• Work order:
In the material below, the required lines run from the one containing "Quick job: Read" through the one containing "Task: Build a". Copy those lines exactly, ends included, and nothing else.

• Data for this exercise:
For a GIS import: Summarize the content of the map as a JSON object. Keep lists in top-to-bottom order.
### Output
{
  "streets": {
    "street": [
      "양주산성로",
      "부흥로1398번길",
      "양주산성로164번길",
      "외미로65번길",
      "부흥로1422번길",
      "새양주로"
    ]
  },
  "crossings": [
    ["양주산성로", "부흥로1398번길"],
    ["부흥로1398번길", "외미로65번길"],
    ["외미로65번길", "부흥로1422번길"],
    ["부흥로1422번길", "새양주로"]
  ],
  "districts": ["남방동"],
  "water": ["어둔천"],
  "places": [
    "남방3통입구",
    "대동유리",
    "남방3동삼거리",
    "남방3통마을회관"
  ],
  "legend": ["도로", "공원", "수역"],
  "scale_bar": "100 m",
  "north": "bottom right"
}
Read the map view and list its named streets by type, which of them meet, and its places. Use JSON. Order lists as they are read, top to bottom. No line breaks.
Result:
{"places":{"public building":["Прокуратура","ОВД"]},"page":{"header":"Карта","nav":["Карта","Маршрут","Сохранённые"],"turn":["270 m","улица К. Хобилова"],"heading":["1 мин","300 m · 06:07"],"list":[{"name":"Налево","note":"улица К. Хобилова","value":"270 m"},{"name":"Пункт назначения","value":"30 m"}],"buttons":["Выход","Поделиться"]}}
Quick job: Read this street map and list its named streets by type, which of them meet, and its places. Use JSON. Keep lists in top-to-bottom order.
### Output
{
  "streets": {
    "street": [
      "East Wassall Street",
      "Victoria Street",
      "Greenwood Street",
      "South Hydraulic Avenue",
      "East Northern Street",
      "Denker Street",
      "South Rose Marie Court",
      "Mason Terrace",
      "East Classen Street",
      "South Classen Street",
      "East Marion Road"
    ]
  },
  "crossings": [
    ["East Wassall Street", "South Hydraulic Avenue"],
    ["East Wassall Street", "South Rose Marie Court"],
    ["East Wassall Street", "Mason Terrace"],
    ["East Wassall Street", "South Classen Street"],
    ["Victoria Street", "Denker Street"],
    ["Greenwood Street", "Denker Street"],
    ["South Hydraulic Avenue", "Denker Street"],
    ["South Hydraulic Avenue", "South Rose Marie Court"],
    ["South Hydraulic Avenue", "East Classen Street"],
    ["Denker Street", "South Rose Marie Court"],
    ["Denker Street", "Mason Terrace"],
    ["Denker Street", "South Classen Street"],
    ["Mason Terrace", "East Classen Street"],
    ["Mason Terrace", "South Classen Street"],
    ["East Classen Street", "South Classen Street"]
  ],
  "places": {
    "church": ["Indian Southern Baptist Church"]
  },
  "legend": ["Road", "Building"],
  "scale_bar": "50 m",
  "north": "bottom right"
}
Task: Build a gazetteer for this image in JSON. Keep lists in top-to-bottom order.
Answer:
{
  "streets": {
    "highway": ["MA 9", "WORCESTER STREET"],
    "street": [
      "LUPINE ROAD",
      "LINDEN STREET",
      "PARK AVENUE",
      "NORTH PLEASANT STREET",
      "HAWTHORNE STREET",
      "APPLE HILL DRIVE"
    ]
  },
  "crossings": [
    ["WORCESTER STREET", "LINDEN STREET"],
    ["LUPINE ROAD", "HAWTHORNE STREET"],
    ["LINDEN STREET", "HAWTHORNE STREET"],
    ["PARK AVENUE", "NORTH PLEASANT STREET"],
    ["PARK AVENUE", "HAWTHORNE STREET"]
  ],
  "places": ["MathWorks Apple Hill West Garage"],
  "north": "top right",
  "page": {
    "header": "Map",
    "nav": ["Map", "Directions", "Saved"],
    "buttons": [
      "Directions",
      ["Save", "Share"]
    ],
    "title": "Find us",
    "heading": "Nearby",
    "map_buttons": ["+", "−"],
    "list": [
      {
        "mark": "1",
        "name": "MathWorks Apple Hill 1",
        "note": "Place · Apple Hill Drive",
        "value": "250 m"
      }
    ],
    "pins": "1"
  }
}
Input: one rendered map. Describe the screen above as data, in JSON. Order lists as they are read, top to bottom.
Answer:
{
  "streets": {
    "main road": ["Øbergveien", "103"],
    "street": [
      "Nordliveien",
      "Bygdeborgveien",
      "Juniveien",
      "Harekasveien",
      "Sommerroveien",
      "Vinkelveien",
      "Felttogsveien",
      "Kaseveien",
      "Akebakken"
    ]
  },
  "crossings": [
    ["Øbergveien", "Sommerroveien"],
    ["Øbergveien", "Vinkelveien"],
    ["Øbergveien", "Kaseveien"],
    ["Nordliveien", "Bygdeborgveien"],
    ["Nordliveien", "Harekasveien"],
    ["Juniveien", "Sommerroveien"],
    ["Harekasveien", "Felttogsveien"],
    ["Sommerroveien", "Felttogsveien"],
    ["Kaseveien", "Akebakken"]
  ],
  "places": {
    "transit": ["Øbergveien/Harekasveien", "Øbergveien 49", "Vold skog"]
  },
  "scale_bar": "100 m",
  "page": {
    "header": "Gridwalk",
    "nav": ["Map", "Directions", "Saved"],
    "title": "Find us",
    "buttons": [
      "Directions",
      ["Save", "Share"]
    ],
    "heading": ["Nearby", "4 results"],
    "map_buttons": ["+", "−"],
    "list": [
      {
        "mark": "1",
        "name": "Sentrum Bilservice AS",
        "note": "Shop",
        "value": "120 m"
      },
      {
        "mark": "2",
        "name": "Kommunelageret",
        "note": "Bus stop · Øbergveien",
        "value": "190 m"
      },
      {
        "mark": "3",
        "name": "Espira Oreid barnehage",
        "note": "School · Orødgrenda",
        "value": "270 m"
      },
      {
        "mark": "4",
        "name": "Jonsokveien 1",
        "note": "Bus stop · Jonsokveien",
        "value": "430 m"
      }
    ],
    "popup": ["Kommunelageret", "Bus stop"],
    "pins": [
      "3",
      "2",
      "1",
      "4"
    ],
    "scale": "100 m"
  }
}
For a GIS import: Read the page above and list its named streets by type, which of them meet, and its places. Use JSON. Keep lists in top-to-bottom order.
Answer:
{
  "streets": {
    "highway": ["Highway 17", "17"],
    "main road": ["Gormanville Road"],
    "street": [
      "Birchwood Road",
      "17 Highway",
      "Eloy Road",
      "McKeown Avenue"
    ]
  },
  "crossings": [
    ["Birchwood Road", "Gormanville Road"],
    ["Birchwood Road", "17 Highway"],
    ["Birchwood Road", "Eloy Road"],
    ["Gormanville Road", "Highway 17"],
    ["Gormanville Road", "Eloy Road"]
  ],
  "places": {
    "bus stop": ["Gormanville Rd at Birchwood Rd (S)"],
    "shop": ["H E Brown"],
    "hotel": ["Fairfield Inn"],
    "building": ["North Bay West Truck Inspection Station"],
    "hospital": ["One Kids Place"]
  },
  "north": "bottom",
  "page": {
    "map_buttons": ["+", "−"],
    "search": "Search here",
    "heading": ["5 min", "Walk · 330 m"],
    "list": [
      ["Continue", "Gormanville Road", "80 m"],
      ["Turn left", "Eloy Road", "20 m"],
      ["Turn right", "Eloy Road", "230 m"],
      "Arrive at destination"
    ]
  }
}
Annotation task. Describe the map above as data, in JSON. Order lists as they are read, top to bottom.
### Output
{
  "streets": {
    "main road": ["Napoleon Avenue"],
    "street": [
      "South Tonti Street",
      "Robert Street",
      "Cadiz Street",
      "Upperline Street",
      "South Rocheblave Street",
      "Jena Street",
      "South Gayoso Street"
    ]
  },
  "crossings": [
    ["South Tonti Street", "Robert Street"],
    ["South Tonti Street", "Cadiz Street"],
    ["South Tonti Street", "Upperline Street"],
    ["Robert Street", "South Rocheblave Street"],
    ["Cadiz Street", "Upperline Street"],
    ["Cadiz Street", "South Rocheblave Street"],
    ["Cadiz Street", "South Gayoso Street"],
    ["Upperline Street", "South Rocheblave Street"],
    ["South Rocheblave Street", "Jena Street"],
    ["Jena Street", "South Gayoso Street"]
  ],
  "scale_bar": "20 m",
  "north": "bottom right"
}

• Answer for this exercise:
Quick job: Read this street map and list its named streets by type, which of them meet, and its places. Use JSON. Keep lists in top-to-bottom order.
### Output
{
  "streets": {
    "street": [
      "East Wassall Street",
      "Victoria Street",
      "Greenwood Street",
      "South Hydraulic Avenue",
      "East Northern Street",
      "Denker Street",
      "South Rose Marie Court",
      "Mason Terrace",
      "East Classen Street",
      "South Classen Street",
      "East Marion Road"
    ]
  },
  "crossings": [
    ["East Wassall Street", "South Hydraulic Avenue"],
    ["East Wassall Street", "South Rose Marie Court"],
    ["East Wassall Street", "Mason Terrace"],
    ["East Wassall Street", "South Classen Street"],
    ["Victoria Street", "Denker Street"],
    ["Greenwood Street", "Denker Street"],
    ["South Hydraulic Avenue", "Denker Street"],
    ["South Hydraulic Avenue", "South Rose Marie Court"],
    ["South Hydraulic Avenue", "East Classen Street"],
    ["Denker Street", "South Rose Marie Court"],
    ["Denker Street", "Mason Terrace"],
    ["Denker Street", "South Classen Street"],
    ["Mason Terrace", "East Classen Street"],
    ["Mason Terrace", "South Classen Street"],
    ["East Classen Street", "South Classen Street"]
  ],
  "places": {
    "church": ["Indian Southern Baptist Church"]
  },
  "legend": ["Road", "Building"],
  "scale_bar": "50 m",
  "north": "bottom right"
}
Task: Build a gazetteer for this image in JSON. Keep lists in top-to-bottom order.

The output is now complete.